## [GIVEN RECORDS]
● ● ● ● ● ● ●

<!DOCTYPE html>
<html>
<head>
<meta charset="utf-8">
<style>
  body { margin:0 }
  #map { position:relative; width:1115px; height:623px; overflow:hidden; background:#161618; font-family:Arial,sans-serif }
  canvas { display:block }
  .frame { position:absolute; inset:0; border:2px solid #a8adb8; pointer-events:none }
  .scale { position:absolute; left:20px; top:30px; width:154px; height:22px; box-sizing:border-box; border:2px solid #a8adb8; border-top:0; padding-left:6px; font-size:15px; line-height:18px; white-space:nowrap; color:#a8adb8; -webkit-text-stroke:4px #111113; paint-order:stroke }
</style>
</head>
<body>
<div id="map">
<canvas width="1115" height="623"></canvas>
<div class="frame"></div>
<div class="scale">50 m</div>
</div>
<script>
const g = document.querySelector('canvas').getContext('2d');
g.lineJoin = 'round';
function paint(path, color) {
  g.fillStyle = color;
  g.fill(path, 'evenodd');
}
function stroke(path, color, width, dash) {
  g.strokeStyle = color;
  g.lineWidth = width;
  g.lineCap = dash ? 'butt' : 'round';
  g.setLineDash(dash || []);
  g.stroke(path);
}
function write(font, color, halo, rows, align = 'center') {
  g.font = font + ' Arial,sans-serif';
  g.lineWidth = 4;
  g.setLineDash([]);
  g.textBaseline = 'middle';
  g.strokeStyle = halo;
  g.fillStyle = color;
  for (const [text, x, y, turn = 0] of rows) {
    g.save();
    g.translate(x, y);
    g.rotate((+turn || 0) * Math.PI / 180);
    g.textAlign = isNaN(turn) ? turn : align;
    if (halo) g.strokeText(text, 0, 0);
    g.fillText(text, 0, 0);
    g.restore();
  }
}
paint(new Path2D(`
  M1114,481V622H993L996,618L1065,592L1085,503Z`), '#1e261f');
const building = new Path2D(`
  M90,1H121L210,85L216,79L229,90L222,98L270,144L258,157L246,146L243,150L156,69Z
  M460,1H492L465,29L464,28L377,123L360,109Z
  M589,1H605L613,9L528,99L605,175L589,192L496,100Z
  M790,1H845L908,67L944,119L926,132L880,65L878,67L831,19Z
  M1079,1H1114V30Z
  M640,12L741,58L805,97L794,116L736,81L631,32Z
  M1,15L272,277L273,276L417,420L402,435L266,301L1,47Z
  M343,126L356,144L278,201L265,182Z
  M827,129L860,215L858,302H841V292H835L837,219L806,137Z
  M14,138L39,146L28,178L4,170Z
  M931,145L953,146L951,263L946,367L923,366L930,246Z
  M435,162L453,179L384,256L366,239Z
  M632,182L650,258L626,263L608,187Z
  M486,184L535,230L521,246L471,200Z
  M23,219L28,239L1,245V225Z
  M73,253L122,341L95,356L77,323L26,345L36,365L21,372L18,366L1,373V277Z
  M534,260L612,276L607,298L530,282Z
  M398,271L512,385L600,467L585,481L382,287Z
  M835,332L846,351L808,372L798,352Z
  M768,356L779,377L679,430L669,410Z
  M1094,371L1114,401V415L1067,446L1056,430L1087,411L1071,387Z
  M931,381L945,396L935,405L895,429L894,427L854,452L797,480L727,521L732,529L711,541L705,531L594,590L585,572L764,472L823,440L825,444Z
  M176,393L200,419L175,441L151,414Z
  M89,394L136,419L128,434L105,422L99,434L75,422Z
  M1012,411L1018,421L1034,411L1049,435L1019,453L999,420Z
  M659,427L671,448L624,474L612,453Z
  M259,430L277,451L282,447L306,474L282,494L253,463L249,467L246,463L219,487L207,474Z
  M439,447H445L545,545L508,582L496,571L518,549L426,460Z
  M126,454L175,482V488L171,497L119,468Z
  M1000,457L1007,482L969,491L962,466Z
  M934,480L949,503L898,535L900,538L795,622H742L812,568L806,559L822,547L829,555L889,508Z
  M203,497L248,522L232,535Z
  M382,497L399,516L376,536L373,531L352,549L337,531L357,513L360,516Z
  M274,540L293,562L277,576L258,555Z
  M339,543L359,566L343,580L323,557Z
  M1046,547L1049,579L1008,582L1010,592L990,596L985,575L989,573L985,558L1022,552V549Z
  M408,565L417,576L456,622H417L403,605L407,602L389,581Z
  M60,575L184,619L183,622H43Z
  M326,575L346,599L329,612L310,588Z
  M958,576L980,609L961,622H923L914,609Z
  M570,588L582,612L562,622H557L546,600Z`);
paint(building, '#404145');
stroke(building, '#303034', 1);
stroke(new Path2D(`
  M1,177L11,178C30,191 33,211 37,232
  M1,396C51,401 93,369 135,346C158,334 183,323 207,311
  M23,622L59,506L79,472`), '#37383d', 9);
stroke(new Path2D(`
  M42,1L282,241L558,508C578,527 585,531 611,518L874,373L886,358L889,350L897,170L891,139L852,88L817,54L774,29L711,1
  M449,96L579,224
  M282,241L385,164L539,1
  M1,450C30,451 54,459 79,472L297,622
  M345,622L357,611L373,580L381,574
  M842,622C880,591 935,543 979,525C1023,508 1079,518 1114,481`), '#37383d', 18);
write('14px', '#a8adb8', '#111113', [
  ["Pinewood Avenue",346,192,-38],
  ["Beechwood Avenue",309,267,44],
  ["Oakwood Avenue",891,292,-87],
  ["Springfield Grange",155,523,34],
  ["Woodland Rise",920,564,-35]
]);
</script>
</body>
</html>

● ● ● ● ● ● ●

## [WHAT YOU NEED TO DO]
Please, from the entries above, set down exactly the lines from the one containing "M408,565L417,576L456,622H417L403,605L407,602L389,581Z" through the one containing "M1,177L11,178C30,191 33,211 37,232", and only those.

## [SOLVED PROBLEM]
  M408,565L417,576L456,622H417L403,605L407,602L389,581Z
  M60,575L184,619L183,622H43Z
  M326,575L346,599L329,612L310,588Z
  M958,576L980,609L961,622H923L914,609Z
  M570,588L582,612L562,622H557L546,600Z`);
paint(building, '#404145');
stroke(building, '#303034', 1);
stroke(new Path2D(`
  M1,177L11,178C30,191 33,211 37,232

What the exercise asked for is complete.